I saw this firsthand last fall. The project that I was working on was the subject of a high-profile story from an arm of Center for American Progress. Overnight, our hate mail quadrupled and our traffic certainly increased. However, when I drilled down and studied the blog posts that were complaining about us, I noticed that they all copied one of the major liberal blogs, primarily Think Progress. And by copy, I literally mean copy. We got hundreds of hits from small bloggers who cut and pasted the Think Progress post.

I had never seen anything like it on the right. Almost all of the posts lacked attribution. I think this example highlights the very hierarchical nature of the netroots that is symptomatic of the entire left.

But what about the success stories on the right? The Politics Online conference did highlight those. As I listened to the the case studies, I realized that I had already heard them. Through sheer desperation, the right has organically built ways to communicate. Blogs such as The Next Right, weekly events like Heritage’s Blogger Briefing and annual conferences like Americans for Prosperity’s RightOnline communicate activities and educate members about emerging technologies.

Last year, I taught a couple of sessions at RightOnline and was shocked to see 80 year-old grandmas in the audience. They recognized that technology had changed, and they as individuals, needed to change in order for the conservative movement to win.

The morning after election day 2008, the establishment also started listening. We know that Red State has become influential on the Hill, and CPAC has done a great job of incorporating digital media and bloggers into the conference. Also, The Heritage Foundation has integrated digital media into every aspect of their activities. Their hard work should be applauded. Like their policies or not, their work is always imaginative. Do you get much more old-school conservative establishment than The Heritage Foundation and CPAC?
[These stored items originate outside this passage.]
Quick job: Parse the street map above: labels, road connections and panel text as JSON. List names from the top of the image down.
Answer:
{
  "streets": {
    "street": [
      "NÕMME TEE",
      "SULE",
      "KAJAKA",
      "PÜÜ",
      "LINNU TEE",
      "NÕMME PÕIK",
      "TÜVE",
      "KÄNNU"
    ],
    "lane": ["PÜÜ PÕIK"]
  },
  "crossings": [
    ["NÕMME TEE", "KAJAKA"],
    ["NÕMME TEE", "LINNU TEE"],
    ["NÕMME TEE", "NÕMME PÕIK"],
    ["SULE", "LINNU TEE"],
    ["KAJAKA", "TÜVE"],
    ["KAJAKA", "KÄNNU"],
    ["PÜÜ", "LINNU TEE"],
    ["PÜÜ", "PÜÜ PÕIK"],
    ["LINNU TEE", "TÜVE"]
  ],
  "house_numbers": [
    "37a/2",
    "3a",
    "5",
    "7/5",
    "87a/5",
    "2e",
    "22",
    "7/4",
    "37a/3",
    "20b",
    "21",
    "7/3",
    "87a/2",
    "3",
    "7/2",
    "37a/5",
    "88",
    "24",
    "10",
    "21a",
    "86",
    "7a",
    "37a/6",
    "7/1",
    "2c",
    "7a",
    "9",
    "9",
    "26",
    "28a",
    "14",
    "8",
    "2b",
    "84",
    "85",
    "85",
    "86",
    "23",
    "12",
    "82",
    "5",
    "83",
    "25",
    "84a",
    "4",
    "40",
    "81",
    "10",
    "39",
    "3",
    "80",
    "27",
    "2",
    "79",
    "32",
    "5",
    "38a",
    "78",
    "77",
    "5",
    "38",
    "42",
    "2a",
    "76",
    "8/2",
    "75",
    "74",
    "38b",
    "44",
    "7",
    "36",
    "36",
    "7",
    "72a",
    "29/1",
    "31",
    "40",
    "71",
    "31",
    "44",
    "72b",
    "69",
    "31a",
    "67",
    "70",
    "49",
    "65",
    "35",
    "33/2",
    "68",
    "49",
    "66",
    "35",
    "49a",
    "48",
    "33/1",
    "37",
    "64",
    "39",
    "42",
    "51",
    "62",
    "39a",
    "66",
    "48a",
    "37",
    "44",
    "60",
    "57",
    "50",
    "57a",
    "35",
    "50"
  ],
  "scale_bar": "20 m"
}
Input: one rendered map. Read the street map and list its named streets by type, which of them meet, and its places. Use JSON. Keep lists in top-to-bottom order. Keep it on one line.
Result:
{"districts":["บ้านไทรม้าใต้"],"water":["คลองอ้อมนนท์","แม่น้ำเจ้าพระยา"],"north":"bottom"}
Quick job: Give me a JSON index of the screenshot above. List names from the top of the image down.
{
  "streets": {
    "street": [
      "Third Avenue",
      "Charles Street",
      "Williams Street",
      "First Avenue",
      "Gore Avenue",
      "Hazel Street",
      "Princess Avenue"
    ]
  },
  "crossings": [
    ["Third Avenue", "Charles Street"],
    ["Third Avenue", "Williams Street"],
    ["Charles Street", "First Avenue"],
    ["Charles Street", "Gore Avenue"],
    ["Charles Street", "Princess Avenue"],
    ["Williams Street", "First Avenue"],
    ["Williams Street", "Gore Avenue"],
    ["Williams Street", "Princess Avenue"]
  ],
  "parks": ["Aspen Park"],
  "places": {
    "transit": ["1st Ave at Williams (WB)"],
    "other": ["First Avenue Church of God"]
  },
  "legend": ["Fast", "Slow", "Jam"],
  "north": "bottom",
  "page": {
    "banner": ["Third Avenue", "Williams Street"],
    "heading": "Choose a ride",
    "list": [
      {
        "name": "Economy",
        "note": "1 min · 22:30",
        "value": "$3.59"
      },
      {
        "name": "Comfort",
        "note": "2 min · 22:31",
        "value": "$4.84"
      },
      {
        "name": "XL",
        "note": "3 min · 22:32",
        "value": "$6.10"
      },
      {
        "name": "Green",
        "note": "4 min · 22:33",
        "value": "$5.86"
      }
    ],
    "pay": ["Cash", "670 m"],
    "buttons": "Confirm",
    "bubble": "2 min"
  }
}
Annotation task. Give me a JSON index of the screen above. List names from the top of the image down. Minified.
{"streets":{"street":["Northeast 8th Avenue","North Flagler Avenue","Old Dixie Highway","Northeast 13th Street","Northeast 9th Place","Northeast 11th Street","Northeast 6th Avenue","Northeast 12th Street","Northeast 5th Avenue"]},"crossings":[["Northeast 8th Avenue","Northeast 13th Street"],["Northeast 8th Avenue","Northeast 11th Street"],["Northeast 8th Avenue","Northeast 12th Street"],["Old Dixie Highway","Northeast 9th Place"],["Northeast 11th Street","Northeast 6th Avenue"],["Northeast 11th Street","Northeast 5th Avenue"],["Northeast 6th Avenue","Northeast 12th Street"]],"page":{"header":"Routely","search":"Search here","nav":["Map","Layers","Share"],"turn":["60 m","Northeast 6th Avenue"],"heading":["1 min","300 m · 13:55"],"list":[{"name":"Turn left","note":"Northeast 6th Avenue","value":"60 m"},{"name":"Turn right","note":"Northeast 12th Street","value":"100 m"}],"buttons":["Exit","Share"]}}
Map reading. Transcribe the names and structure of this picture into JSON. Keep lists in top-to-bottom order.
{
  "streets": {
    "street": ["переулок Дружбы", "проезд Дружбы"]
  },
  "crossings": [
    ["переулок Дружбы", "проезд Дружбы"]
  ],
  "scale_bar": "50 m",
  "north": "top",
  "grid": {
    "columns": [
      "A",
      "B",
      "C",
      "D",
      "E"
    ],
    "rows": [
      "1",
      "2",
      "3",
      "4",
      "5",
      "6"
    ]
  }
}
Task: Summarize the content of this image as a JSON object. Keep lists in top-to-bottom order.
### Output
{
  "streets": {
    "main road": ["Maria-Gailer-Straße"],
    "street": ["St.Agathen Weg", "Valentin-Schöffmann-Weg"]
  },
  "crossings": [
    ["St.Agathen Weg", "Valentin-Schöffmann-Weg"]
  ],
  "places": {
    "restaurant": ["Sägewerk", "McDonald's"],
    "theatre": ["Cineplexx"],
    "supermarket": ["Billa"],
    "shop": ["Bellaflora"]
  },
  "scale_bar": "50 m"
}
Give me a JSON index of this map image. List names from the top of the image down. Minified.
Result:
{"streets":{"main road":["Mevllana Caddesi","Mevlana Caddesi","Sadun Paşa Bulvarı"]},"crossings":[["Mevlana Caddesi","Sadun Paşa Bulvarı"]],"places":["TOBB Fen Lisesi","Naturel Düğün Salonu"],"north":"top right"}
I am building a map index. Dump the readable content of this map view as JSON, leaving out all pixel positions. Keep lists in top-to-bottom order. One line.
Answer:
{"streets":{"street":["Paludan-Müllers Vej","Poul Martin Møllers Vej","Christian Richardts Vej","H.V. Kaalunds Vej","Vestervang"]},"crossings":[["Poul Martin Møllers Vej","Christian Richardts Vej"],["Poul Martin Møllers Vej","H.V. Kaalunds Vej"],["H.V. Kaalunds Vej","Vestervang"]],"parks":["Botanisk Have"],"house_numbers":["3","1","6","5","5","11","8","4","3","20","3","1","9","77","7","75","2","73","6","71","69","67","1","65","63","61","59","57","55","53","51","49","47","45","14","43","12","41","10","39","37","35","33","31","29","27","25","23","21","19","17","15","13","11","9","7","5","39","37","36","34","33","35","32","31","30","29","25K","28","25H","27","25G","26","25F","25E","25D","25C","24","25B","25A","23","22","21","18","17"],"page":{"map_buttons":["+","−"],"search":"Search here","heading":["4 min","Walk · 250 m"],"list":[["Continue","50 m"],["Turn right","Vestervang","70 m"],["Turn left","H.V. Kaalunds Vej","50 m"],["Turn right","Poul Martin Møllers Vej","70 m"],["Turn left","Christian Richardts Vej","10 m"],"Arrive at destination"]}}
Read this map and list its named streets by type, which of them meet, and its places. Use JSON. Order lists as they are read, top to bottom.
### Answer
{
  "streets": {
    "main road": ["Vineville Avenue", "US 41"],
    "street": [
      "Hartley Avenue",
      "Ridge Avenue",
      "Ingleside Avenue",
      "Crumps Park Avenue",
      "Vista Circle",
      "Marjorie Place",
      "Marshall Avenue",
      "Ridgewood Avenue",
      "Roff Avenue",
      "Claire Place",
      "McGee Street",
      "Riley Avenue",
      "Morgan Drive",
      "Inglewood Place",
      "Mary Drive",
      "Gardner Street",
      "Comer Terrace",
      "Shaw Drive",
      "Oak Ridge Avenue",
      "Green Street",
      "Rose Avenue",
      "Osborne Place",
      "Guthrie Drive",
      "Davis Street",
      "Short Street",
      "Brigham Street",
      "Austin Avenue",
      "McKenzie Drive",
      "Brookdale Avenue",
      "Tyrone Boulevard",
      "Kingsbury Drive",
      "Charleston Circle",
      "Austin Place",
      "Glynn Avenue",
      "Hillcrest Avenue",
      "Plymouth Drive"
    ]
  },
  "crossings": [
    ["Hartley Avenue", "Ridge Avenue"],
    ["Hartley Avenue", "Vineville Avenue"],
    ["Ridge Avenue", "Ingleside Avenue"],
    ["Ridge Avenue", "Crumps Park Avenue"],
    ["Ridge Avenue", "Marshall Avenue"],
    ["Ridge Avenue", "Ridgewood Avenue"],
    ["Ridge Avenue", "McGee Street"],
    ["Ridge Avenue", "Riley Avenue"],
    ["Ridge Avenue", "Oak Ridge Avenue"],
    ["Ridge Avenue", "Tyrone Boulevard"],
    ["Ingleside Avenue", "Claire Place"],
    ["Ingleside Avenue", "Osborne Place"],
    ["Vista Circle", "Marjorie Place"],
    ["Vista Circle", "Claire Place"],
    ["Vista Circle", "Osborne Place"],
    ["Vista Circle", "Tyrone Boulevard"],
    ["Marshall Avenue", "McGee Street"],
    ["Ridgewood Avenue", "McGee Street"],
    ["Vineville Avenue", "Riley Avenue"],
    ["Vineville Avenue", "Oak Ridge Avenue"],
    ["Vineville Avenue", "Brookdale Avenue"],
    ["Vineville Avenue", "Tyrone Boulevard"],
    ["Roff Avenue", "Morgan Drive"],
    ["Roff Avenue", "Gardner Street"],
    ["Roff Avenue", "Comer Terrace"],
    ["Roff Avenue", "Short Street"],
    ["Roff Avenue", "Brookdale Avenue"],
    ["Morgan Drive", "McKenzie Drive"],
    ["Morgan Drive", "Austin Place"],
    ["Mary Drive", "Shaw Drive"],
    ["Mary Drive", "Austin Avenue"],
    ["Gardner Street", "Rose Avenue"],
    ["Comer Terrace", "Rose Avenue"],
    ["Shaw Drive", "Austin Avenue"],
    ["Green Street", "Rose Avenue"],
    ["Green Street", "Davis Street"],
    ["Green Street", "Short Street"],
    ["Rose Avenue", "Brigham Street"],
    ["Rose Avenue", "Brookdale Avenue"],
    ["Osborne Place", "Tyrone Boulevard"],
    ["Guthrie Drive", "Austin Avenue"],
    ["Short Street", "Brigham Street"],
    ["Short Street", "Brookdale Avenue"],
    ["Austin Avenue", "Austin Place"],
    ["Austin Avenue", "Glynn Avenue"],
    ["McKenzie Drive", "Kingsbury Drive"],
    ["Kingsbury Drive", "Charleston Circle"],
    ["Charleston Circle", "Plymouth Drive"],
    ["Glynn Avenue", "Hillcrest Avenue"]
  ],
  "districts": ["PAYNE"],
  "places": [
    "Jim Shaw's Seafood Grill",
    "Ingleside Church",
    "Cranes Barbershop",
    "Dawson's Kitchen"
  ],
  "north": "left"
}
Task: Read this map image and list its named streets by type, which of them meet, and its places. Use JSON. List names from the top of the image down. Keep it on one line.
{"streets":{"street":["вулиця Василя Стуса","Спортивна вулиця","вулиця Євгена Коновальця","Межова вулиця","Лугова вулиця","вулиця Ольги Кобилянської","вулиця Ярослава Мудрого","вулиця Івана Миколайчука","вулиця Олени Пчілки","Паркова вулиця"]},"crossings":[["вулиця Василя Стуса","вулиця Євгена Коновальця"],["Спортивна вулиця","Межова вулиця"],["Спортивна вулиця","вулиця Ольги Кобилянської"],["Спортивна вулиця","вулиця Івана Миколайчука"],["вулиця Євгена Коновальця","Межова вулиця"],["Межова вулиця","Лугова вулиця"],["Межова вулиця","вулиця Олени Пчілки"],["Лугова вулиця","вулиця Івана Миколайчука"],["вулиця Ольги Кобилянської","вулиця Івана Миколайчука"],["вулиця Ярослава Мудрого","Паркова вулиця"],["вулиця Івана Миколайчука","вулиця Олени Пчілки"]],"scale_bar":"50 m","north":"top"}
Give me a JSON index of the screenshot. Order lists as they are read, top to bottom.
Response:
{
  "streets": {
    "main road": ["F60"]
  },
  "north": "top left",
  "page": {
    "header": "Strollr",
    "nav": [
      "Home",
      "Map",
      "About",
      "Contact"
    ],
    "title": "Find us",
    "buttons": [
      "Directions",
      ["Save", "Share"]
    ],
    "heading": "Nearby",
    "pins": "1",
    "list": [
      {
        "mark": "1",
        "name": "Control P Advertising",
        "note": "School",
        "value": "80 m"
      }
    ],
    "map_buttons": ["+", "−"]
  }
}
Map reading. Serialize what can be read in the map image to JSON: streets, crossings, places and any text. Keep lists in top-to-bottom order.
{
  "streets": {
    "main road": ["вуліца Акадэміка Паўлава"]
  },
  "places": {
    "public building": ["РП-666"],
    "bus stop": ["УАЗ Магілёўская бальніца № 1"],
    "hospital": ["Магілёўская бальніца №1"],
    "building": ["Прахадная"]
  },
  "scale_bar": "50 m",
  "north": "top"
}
A telling comment at Politics Online captures the state of the liberal netroots. During a panel on social media apps, an audience member asked what it would take for more people to embrace smart phones. Since the next wave of technology is mobile, it’s dependent on individual users to voluntarily opt-in.

The panelist replied, “subsidized smart phones.”

That’s right! In order for the left to reach the next level, the government needs to subsidize smart phone adoption for the average tax payer. Unlike adoption on social networks, which only required a computer and an internet connection, mobile adoption requires the average user going to AT&T or Verizon and forking over $100 or more a month to access Facebook on the road.

I was floored. Cost is an issue, and I hate how phones are attached to carriers. But expecting the government to subsidize smart phones so that someone under the poverty line can become the Mayor of Taco Bell on FourSquare is too much.

This is another area where the right may have an advantage. Since polls show that tea party members make more money, they’re more likely to adopt new technology and use smart phones.

With recent court decisions making a national broadband plan and Net Neutrality a giant question mark, I think momentum has finally shifted right. This isn’t accidental. Conservatives at every level, from executives at think tanks to frustrated mommybloggers, have gotten involved and fought to get here.

As I mentioned earlier, we still have a tremendous amount of work ahead. If Republicans are lucky in November and regain control of both Houses, they need to enact swift fiscal reform and dramatically cut spending and taxes. Conservatives have the message, but the biggest question remains–has the GOP learned?